Print Progress?
"Everything on the Internet should the free."
Dream on, Little Grasshopper.
The dot.com hay days of the late '90's may have come and gone with their $100 Million start-ups that folded 90 nights later, but people are still determined to make money on the net.
With ad revenues down on average 30% world-wide for daily print newspapers, it should not come as a surprise that the New York Times will try once again to get you to subscribe to its electronic articles.
This program is slated to start next year, with the fees and the dates yet to be announced.
"If the newspapers, including the Times, continue giving away their content for free while asking subscribers to pay for an edition that they get six hours later, it is a continuing foolhardy business proposition," said Joel Brinkley, a communications professor at Stanford University who worked for The New York Times for 23 years.
What all of this means for info vampires like me and you remains to be seen.
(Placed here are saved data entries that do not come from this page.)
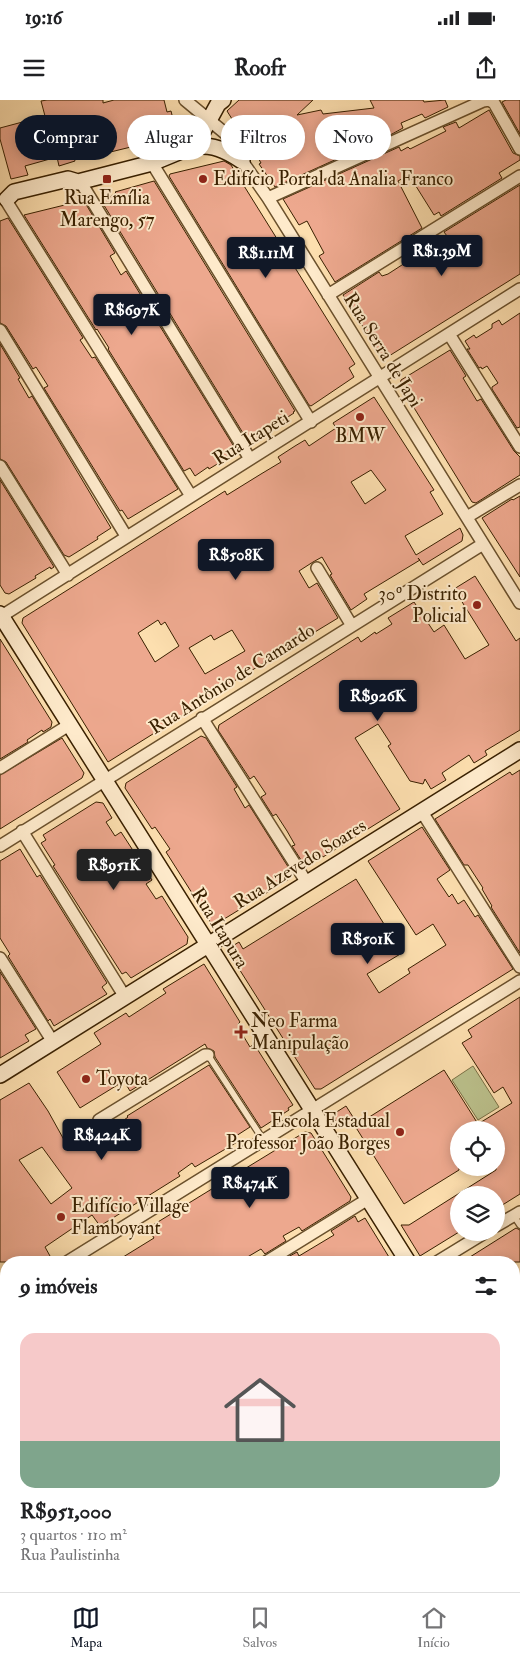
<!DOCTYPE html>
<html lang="pt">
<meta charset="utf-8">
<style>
:root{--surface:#fff;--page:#f6f6f6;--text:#202124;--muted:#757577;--line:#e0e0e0;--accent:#111827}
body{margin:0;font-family:"IM FELL Double Pica",serif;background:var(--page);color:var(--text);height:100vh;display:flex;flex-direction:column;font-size:19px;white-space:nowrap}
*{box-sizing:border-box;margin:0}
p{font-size:16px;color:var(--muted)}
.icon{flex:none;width:28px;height:28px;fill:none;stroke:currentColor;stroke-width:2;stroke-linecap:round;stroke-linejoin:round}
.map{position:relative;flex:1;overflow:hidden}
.panel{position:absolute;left:0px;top:1156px;width:520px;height:336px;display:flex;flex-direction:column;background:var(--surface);border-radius:20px 20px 0 0;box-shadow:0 2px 12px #0003}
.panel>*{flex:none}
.top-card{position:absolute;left:15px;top:15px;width:490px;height:45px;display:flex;gap:10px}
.buttons{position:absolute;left:450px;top:1021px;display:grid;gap:10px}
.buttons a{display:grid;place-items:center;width:55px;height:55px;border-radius:50%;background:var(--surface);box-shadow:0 2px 12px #0003;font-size:25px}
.price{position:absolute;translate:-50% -42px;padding:0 11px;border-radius:5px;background:var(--accent);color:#fff;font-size:16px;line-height:32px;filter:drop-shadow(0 1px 2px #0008)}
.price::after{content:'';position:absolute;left:50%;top:30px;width:15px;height:11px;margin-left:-8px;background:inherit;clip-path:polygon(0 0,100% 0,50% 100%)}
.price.current{background:#222;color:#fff}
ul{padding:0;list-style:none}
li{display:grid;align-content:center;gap:10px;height:265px;padding:0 20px}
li+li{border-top:1px solid var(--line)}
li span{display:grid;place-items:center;height:155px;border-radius:15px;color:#555}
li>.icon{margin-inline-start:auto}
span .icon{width:90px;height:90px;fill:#fffc;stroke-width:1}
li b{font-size:21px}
h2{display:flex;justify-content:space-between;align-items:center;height:60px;padding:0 20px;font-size:21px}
.pill{padding:0 18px;border-radius:22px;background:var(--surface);box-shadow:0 2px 12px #0003;font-size:18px;line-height:45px}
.pill.current{background:var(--accent);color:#fff}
.status{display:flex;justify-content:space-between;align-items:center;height:35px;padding:0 25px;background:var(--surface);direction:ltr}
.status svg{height:14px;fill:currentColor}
header{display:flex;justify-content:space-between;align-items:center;height:65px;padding:0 20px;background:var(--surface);font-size:22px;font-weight:700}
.dock{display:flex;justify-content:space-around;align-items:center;height:70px;border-top:1px solid var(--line);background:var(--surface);font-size:14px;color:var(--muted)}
.dock a{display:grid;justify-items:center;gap:2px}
.dock .current{color:var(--accent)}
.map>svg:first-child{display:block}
.green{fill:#bcc28d;stroke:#7a7146}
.building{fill:#eda88e;stroke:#392000;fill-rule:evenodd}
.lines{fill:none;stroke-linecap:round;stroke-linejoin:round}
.lane-casing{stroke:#6a502c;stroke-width:8}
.street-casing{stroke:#6a502c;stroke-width:14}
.secondary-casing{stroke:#392000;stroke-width:18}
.lane{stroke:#feeacb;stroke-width:5.5}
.street{stroke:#feeacb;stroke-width:11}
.secondary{stroke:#feeacb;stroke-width:15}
.poi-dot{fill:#8f2418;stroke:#feeacb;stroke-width:2}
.labels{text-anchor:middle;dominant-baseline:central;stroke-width:4;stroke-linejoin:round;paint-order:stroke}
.poi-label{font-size:19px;fill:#392000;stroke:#feeacb;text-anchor:start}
.street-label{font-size:19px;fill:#392000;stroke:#feeacb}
</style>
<div class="status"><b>19:16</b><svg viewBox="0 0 49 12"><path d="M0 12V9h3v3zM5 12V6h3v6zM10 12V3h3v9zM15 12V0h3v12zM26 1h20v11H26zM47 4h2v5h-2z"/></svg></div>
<header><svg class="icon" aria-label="menu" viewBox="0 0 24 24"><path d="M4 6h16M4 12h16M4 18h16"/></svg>Roofr<svg class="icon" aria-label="share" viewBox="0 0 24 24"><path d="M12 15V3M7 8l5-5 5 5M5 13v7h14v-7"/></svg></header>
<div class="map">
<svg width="520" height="1492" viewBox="0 0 520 1492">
<rect width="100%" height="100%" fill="#fddfaf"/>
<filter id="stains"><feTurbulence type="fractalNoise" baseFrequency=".004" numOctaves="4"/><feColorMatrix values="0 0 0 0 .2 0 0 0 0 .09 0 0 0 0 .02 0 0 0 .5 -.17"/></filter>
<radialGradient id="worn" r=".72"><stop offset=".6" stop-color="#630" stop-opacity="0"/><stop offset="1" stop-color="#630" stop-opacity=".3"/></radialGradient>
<path class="green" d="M473,966L499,1007L478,1020L452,980Z"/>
<path class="building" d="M47,0H103V3L114,0H164L167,12L171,11L173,19L180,17L185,22L186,27L180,35L90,57L65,24L75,61L59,66L57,57L25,66L28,75L11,79L0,39V28L45,16L41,1Z
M239,0H313L297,15L321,10L323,14L374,8L370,0H423L424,2L445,0L448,7L425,18L422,14L401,23L403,28L392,34L275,87L259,64L261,63L240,26L237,27L227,11Z
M506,0H520V34L502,2Z
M489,10L513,53L520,56V60L499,73L502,78L441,116L439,112L434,115L409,75L398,81L422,128L335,182L319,156L324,153L323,151L307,121L299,125L283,99L399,47L401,51L408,47L410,49L446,31L443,27L456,22L459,28Z
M224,61L231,65L355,264L349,268L354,277L311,306L309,305L169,76L170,74Z
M154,81L295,311L293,312L294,313L280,322L282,324L251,343L246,338L102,102L116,93L115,92Z
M520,85V174L389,256L387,253L382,257L343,195L379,172L382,176L388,174L422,152L419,147L428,142L430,145L447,136L444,132Z
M81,101H84L115,153L110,156L121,175L126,171L236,350L233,352L234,354L209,369L208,367L195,376L190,368L184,371L108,249L109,248L97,229L96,230L24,115Z
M8,118L83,238L80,240L92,258L95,257L178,389L128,419L122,410L120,411L44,288L48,286L36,267L33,269L6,226L0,223V121Z
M520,213V327L517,328L492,289V287L498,283L487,266L482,269L481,267L479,268L467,249H470L465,241L474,235L476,238L492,228V224L499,220L502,225Z
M0,244L20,278L18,279L29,298L32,296L111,428L97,437L98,439L69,457L64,455L6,362L0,359Z
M450,250L466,276L463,278L477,301L481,299L514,351L520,357V375L476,403L472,402L400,285L401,280Z
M374,297L434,390L430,392L443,414L405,436L416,455L460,428L463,435L462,441L423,465L418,458L420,460L364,494L367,499L351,510L330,475L332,474L322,457L313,462L299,471L309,488L317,483L338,518L216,592L217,594L108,662L22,523L23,518L225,391L227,395L261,374L281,362L278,357L295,346L305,340L309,346L336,328L333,323ZM371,370L386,390L365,404L351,382ZM158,520L161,525L165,522L179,546L155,562L138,533ZM232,530L245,551L205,574L189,548L211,535L214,540Z
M0,380L54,467L51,469L50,467L35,476L36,478L9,494L5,493L0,485Z
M520,396V477L482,418L512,399L513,400Z
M475,476L516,541L520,538V630L485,651L487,655L474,663L469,655L442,673L446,680L431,689L425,679L423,684L410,681L388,646L391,644L378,624L355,638L400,709L323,757L320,753L303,763L292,746L295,745L287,731L276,714L273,716L261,697L266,694L254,676L250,679L218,630L219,625L358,537L361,542L375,532L376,534L392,524L388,518L414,502L434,532L444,525L465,559L489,545L454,489Z
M0,539L52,622L51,627L43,632L42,630L27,640L28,642L0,659Z
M201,636L206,638L237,687L234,689L245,708L249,705L292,773L291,778L216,824L211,823L166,752L170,749L155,727L152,729L125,688L126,683Z
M62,638L84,673L82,678L0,729V675Z
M520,670V853L491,807L492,806L482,789L483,788L468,765H464L435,719L510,672L512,675Z
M96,702L103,703L112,718L106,722L115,736L121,732L149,775L152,780L146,784L156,799L162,796L188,837L187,844L131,878L126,872L122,874L53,766L55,765L41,743L46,740L43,735Z
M422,727L450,770L437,779L449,797L452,794L458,804L464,800L475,817L478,815L513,869L321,989H315L229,853L231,847L239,842L243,849L356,779L402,853L367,874L379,893L410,873L408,869L446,845L433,824L416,835L368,761Z
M20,749L37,777L40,775L107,883L102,887L107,894L54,926L50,919L48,921L8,856L10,854L0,838V761Z
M204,864L240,922L238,924L242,931L241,932L250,947L254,944L293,1005L288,1008L289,1010L261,1028L215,957L214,951L207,948L205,944L130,991L124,981L80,1008L57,972L101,944L94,933L126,913L129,917L166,893L163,889Z
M0,872L36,929L25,935L29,941L0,958Z
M520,897V1094L496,1109V1095H459V1132L420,1156L401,1125H409L496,1070V1030H459V1070L404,1104L355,1026L444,970L478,1024L512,1003L503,987L494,993L462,943L472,937L468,930Z
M209,965L250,1027L236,1036L239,1041L195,1067L192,1063L178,1073L180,1076L100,1126L92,1115L45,1147L50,1156L41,1162H0V1000L29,983L48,1011L68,1047L91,1033L94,1036L105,1030L107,1033L128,1017L127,1016ZM42,1047L72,1088L51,1104L19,1060Z
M346,1006L353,1017L339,1026L334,1018L335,1013Z
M305,1032L311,1033L320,1047L351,1097L350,1101L302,1131L299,1127L283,1136L286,1141L265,1154L261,1149L239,1162H115L154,1138L148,1128Z
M355,1116L358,1122L365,1118L392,1162H279L297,1152L299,1156L334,1135L331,1131Z
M516,1128L520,1130V1162H462Z"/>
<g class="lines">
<g class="lane-casing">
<path id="lane" d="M208,955L264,1041
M514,1116L520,1125"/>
</g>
<g class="street-casing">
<path id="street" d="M185,0L226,34L239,50L242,61L268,98L520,503
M152,63L311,322
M80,81L250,359
M268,98L483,1L489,0L494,3L520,49
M5,99L191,396
M328,195L520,76
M0,230L126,436
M449,234L520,347
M0,366L68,475
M467,417L520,385
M317,468L352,526
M0,517L520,189
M202,618L307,783
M0,668L69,625
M422,712L520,867
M22,731L125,897
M0,746L483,444
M0,858L53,942
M99,1020L205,955H208
M496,1126L520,1112
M67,1162L520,881
M266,1162L368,1099
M437,1162L486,1132
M0,1204L6,1200
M0,1352L6,1362
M0,1434L6,1430
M85,1486L88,1492"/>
</g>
<g class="secondary-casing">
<path id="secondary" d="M191,46C214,45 224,49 242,61
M7,99L14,92L68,79L78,82L152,63L186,49L200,37L218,4L223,0
M0,514L408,1162
M0,975L520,650
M514,1331L520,1341
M278,1492L287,1486"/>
</g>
<use href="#lane" class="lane"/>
<use href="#street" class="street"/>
<use href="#secondary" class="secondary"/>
</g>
<g class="poi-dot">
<rect x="102" y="74" width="10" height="10" rx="2.5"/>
<circle cx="203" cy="79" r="5"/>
<circle cx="360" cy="317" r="5"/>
<circle cx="477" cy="505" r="5"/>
<path d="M238.5 924.5h5v5h5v5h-5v5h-5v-5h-5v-5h5z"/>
<circle cx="86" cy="979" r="5"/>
<circle cx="400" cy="1032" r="5"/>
<circle cx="61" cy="1117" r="5"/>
</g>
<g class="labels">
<g class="poi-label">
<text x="213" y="79">Edifício Portal da Analia Franco</text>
<text x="107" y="98" text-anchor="middle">Rua Emília<tspan x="107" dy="22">Marengo, 57</tspan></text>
<text x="360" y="336" text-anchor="middle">BMW</text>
<text x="467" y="494" text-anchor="end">30º Distrito<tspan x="467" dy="22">Policial</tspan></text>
<text x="251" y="921">Neo Farma<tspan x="251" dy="22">Manipulação</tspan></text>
<text x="96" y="979">Toyota</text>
<text x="390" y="1021" text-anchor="end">Escola Estadual<tspan x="390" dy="22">Professor João Borges</tspan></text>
<text x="71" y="1106">Edifício Village<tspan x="71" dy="22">Flamboyant</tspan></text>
</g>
<g class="street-label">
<text transform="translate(383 250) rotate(58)">Rua Serra de Japi</text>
<text transform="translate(251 338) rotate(-32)">Rua Itapeti</text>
<text transform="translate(232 579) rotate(-32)">Rua Antônio de Camardo</text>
<text transform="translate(300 764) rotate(-32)">Rua Azevedo Soares</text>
<text transform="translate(220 828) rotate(58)">Rua Itapura</text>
</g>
</g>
<rect width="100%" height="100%" filter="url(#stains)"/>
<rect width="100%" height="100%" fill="url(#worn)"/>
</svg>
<div class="buttons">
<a><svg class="icon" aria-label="locate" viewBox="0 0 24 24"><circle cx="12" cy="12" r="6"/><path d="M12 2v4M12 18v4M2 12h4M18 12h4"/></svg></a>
<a><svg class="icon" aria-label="layers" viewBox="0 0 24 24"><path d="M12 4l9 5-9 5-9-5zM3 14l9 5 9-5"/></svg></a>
</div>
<b class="price" style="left:442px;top:177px">R$1.39M</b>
<b class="price" style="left:266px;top:179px">R$1.11M</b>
<b class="price" style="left:132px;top:236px">R$697K</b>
<b class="price" style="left:236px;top:481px">R$508K</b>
<b class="price" style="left:378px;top:622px">R$926K</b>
<b class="price current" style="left:114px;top:791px">R$951K</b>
<b class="price" style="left:368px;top:865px">R$501K</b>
<b class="price" style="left:102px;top:1061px">R$424K</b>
<b class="price" style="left:250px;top:1109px">R$474K</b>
<div class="top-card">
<a class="pill current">Comprar</a>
<a class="pill">Alugar</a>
<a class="pill">Filtros</a>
<a class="pill">Novo</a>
</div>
<section class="panel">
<h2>9 imóveis<svg class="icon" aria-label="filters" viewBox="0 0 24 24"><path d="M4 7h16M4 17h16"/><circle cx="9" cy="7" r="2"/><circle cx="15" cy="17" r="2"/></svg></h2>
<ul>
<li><span style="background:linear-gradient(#f6c9c9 70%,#7fa58c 0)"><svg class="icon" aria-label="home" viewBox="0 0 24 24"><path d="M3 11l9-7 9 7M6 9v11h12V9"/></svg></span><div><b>R$951,000</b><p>3 quartos · 110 m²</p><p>Rua Paulistinha</p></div></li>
</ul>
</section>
</div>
<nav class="dock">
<a class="current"><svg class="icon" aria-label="map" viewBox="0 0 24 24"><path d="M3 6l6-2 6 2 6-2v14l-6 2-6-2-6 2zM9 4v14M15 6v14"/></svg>Mapa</a>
<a><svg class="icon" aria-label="saved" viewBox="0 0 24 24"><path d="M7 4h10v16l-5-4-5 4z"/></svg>Salvos</a>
<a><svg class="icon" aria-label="home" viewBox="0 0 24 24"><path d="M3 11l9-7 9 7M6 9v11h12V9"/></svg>Início</a>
</nav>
If I pay the subscription fee and I read a NY Times article, under the proposed new system I can recommend it to you.
But can I LINK it to you?
Perhaps you won't be able to open that link if you have not paid up as well.
Ah well.
The Tree People will be basking.
1 comment:
David, I currently subscribe to the Province paper in Vancouver. The only reason is that every August we get free PNE prize home tickets for subscribing. Even before the dwan of the info. highway the news in the early am paper was almost a day old.
If I can get free something for subscribing to an online paper that I don't need to recycle I might give it a try. But it had better be cheap.